Growth mindset – the belief that intelligence is changeable, rather than fixed – has been promoted in classrooms across the country for years. Increasingly, teachers are encouraged to praise children for their effort and grit in solving problems rather than their innate intelligence. The widely recognized importance of a growth mindset in students has even spurred some to emphasize the characteristic as a potential element of school quality, to be tracked alongside test scores.
Until now, the evidence in support of the growth mindset has relied on studies of high school and college-aged students, and has provided little insight to development of the characteristic in historically underserved students. A new study presented this month at the fall conference of the Association for Public Policy Analysis and Measurement tackles these issues, and provides some intriguing new evidence about the academic impact of growth mindset.
The study examines 125,000 students attending 4th through 7th grades in five urban California school districts. In order to examine the impact of growth mindset on students’ learning outcomes, the authors linked student test score data to a measure of growth mindset that reflects responses to the following questions:
Please indicate how true each of the following statements is for you:
(1) My intelligence is something that I can’t change very much;
(2) Challenging myself won’t make me any smarter;
(3) There are some things I am not capable of learning; and
(4) If I am not naturally smart in a subject, I will never do well in it.
For each of these questions, students choose: Not at All True, A Little True, Somewhat True, Mostly True, or Completely True.

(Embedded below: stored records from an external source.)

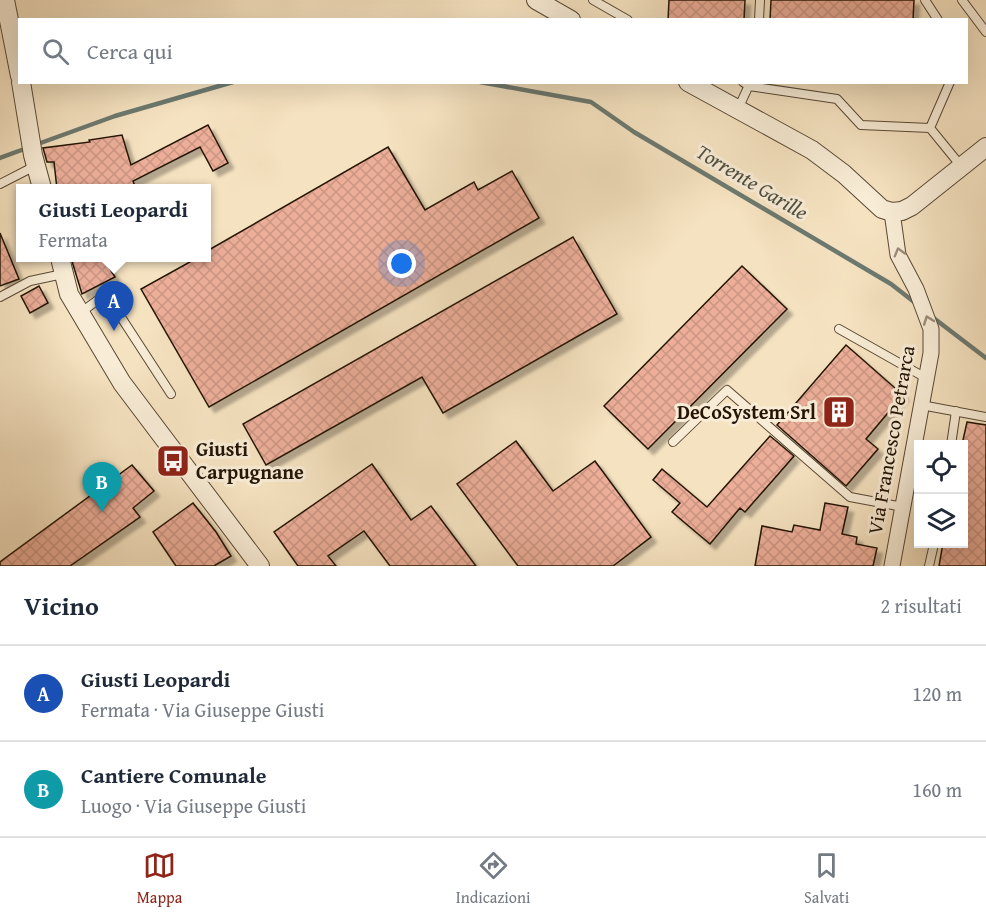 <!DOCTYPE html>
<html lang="it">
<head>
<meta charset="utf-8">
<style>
  body { margin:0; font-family:"Gentium Book Plus",serif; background:#f6f6f7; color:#1f2937 }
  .controls { position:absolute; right:18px; bottom:18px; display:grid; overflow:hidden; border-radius:0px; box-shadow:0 6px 24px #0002 }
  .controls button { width:54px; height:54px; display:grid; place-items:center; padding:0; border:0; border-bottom:2px solid #e0e1e3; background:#fff; color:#1f2937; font:30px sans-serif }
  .you { position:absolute; left:402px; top:264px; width:21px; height:21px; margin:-15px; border:4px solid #fff; border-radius:50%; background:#1a73e8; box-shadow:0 0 0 9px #1a73e833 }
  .badge { display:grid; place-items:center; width:39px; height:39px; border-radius:50%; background:#8f2418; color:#fff; font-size:20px; font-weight:700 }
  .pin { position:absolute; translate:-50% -50px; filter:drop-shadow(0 2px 3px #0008) }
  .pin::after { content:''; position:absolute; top:32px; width:21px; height:18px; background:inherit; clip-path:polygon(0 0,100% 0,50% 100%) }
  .popup { position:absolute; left:16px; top:184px; width:195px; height:78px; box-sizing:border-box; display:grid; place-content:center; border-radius:0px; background:#fff; filter:drop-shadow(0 2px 4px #0005); font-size:20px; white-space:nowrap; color:#747a83 }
  .popup b { font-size:22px; color:#1f2937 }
  .popup::after { content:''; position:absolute; left:50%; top:100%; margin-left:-12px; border:12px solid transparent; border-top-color:#fff }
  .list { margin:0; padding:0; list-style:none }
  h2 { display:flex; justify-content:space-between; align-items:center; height:78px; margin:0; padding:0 24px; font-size:26px }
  h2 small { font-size:20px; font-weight:400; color:#747a83 }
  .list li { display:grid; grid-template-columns:39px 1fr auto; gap:18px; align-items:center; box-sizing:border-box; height:96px; padding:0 24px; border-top:2px solid #e0e1e3 }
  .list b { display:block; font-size:22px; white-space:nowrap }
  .list p { margin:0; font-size:20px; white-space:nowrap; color:#747a83 }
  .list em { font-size:20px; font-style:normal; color:#747a83 }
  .icon { flex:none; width:33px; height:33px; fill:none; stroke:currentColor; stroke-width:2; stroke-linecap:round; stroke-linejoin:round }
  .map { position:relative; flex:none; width:986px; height:566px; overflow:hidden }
  .search { position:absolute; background:#fff; box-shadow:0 6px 24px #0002; left:18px; right:18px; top:18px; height:66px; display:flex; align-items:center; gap:15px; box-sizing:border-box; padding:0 21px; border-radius:0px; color:#747a83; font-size:22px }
  .sheet { height:270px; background:#fff }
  nav { display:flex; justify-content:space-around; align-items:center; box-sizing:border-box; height:84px; border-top:2px solid #e0e1e3; background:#fff; font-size:16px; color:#747a83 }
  nav a { display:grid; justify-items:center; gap:3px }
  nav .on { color:#8f2418 }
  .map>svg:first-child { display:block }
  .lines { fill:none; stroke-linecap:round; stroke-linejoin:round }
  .stream { stroke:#6c796f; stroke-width:4.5 }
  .building { fill:url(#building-cross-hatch); stroke:#241406; stroke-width:1.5; filter:url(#shadow) }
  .service-casing { stroke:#584834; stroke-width:10 }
  .minor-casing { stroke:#584834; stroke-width:17 }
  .tertiary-casing { stroke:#584834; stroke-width:20 }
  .service { stroke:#f8ecd6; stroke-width:8 }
  .minor { stroke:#f8ecd6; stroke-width:15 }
  .tertiary { stroke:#f8ecd6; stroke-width:18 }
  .oneway { stroke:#998b78 }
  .labels { text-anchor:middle; stroke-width:6; stroke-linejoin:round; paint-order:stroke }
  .poi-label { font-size:20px; font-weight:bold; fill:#241406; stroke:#f8ecd6; text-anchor:end }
  .street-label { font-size:20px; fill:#241406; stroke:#f8ecd6 }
  .water-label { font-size:21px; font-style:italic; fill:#4e4f43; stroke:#f8ecd6 }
</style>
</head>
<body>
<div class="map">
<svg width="986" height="566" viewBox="0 0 986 566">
  <defs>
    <pattern id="building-cross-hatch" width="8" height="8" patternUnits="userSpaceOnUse" patternTransform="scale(1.5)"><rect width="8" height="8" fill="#ecae99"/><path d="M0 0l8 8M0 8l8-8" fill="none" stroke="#ca9582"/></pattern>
    <filter id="shadow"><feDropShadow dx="5.5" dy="5.5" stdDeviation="1.5" flood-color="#0004"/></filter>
  </defs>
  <rect width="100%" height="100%" fill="#f5e2c0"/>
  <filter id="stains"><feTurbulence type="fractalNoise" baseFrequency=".00333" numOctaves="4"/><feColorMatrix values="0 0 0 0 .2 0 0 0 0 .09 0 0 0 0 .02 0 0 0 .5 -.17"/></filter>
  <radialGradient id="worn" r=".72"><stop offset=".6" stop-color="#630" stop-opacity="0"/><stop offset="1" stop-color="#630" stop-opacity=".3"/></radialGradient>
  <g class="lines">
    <path class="stream" d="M480,82L591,102L634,132L891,284L918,305
      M35,145L115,116L233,82
      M0,158L27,148
      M931,316L986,358"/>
  </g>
  <path class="building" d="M669,0H745L744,20H668Z
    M771,0H914L913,20H770Z
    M208,125L228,163L213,171L200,147L133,181L136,189H57L54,162H47L43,148L90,142L89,140L122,135L131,165Z
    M388,147L425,210L474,182L478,190L512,171L539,218L209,407L141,289L197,258H207V251Z
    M0,233L19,279L0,286Z
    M573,237L617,314L443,413L422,377L266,465L243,424Z
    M71,258H103L115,277L82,294Z
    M742,266L787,309L648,449L604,406Z
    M39,286L48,303L30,313L21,296Z
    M846,345L903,395L866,439L878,449L846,486L777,425Z
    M967,422L986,425V566H939L943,543H963V440Z
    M770,436L794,456L745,512L740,508L710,544L672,512L680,503L653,480L662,469L707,507Z
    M516,441L553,491L595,461L651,537L613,566H518L457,484Z
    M372,464L411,520L431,506L476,566H390L364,531L328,556L336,566H298L274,532Z
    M132,465L154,491L133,508L140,517L70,566H0V562Z
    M193,503L216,532L231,556L214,566H176L153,532Z
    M825,503L848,507L842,534L857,537L856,544L877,548L873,566H755L762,526L792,532L794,525L820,530Z"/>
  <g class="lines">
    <g class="service-casing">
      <path id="service" d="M593,0L628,20
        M925,0L938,20
        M962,0L986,32
        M759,20L760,0
        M743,82L749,86L837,99L861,125L930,128
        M950,82L930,128L961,166
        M738,109L750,83
        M0,184L35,166
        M0,297L30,281L63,274
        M80,313L106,294L171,394
        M839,329L926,378
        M921,405L986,417
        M673,442L727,390L850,497L903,507
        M951,445L956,411
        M929,566L934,544"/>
    </g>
    <g class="minor-casing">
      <path id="minor" d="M892,212L898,255L916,289L931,329V353L892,566"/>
    </g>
    <g class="tertiary-casing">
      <path id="tertiary" d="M5,0L20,76
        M536,0L571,20
        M21,82L33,155L42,188
        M688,82L812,150L844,174L882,209L892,212L902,211L912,206L986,147
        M60,258L69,294L122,383L260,566"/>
    </g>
    <use href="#service" class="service"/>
    <use href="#minor" class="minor"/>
    <use href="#tertiary" class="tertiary"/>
  </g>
  <defs><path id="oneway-chevron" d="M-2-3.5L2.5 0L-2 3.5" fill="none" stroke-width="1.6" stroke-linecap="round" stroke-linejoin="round" transform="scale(1.5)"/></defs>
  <g class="oneway">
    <use href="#oneway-chevron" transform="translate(899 252) rotate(-106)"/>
    <use href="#oneway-chevron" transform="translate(928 320) rotate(-110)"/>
  </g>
  <defs>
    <g id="building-square" transform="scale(1.725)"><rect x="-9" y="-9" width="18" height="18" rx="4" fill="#8f2418" stroke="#f8ecd6"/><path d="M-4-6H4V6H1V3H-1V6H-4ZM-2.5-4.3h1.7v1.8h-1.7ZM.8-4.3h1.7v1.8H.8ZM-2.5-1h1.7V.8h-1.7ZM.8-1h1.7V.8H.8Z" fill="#fff"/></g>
    <g id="bus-square" transform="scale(1.725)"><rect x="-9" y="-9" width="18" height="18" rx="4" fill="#8f2418" stroke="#f8ecd6"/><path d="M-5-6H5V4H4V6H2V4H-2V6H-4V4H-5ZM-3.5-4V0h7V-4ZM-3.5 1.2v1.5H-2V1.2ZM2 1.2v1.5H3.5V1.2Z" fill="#fff"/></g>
  </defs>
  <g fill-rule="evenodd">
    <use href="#building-square" x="839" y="412"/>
    <use href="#bus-square" x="173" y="461"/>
  </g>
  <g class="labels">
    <g class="poi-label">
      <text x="816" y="419">DeCoSystem Srl</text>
      <text x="196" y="456" text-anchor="start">Giusti<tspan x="196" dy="23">Carpugnane</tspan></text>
    </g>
    <g class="street-label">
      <text transform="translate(891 440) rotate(-80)" y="7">Via Francesco Petrarca</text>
    </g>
    <g class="water-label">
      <text transform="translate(752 182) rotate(31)" y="7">Torrente Garille</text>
    </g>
  </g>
  <rect width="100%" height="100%" filter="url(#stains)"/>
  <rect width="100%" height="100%" fill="url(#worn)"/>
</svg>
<div class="controls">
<button><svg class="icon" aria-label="locate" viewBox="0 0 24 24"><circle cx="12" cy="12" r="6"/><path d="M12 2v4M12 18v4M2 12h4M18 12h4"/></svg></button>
<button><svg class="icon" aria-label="layers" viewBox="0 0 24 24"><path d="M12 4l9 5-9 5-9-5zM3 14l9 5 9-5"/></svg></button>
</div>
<div class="you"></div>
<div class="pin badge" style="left:114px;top:331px;background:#1a4fb4">A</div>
<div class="popup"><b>Giusti Leopardi</b>Fermata</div>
<div class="pin badge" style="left:102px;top:512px;background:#0f9aa8">B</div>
<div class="search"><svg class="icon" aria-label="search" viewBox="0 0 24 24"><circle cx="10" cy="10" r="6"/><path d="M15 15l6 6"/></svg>Cerca qui</div>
</div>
<section class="sheet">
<h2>Vicino<small>2 risultati</small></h2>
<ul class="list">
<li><span class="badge" style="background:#1a4fb4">A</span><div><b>Giusti Leopardi</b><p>Fermata · Via Giuseppe Giusti</p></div><em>120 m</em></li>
<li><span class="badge" style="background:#0f9aa8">B</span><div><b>Cantiere Comunale</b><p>Luogo · Via Giuseppe Giusti</p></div><em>160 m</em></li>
</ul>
</section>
<nav>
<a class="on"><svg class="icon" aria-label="map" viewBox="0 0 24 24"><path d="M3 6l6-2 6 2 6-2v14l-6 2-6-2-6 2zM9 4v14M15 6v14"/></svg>Mappa</a>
<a><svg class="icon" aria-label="directions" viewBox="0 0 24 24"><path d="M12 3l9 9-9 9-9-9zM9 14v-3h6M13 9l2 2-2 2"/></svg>Indicazioni</a>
<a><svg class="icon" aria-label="saved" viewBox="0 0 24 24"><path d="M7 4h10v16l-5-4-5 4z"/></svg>Salvati</a>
</nav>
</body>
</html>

Their findings are substantial: historically underserved students were less likely than their peers to hold a growth mindset, and students that did hold a growth mindset showed significantly more learning over the course of a school year than did students with a fixed mindset.
The authors find that what they call the “mindset gap” impacts a variety of historically underserved student subgroups. Students who are eligible for free- and reduced-price lunch, English Language Learners, and both Hispanic and African American students all show lower degrees of growth mindset across the 4th-7th grades than did their peers. Female students were more likely to maintain a high level of growth mindset than their male peers until the 7th grade, when the gap closes. The authors note that these gaps are larger across schools than within an individual school, possibly highlighting the power of the school environment to shape beliefs about learning among students.
The authors’ findings on the impact of growth mindset on academic achievement are particularly striking. Students who had a high level of growth mindset measured in one year, when compared to demographically and academically similar students, achieved higher test scores and showed greater learning when tested in the following year. Students in all subgroups – including students of all races and ethnicities, socioeconomic statuses, and genders – who held a growth mindset saw higher test scores in both mathematics and language arts (by 0.04 standard deviations and 0.07 standard deviations, respectively). These higher test scores reflect significant additional learning over the course of a school year. The average student who moves from a fixed mindset to a neutral mindset experiences learning growth reflective of approximately 19 school days of learning – about one additional calendar month in the classroom.
Evidence continues to build on the effectiveness of growth mindset. Teachers and administrators already know that developing this attitude can help build students’ learning, but now current research tells us just how significant that impact may be. It is particularly important for schools serving underserved populations – those students who may be less likely to hold a growth mindset – to cultivate these beliefs about learning in their students. With nearly one month of additional learning growth on the line, developing and promoting growth mindset may bring significant achievement gains for all students.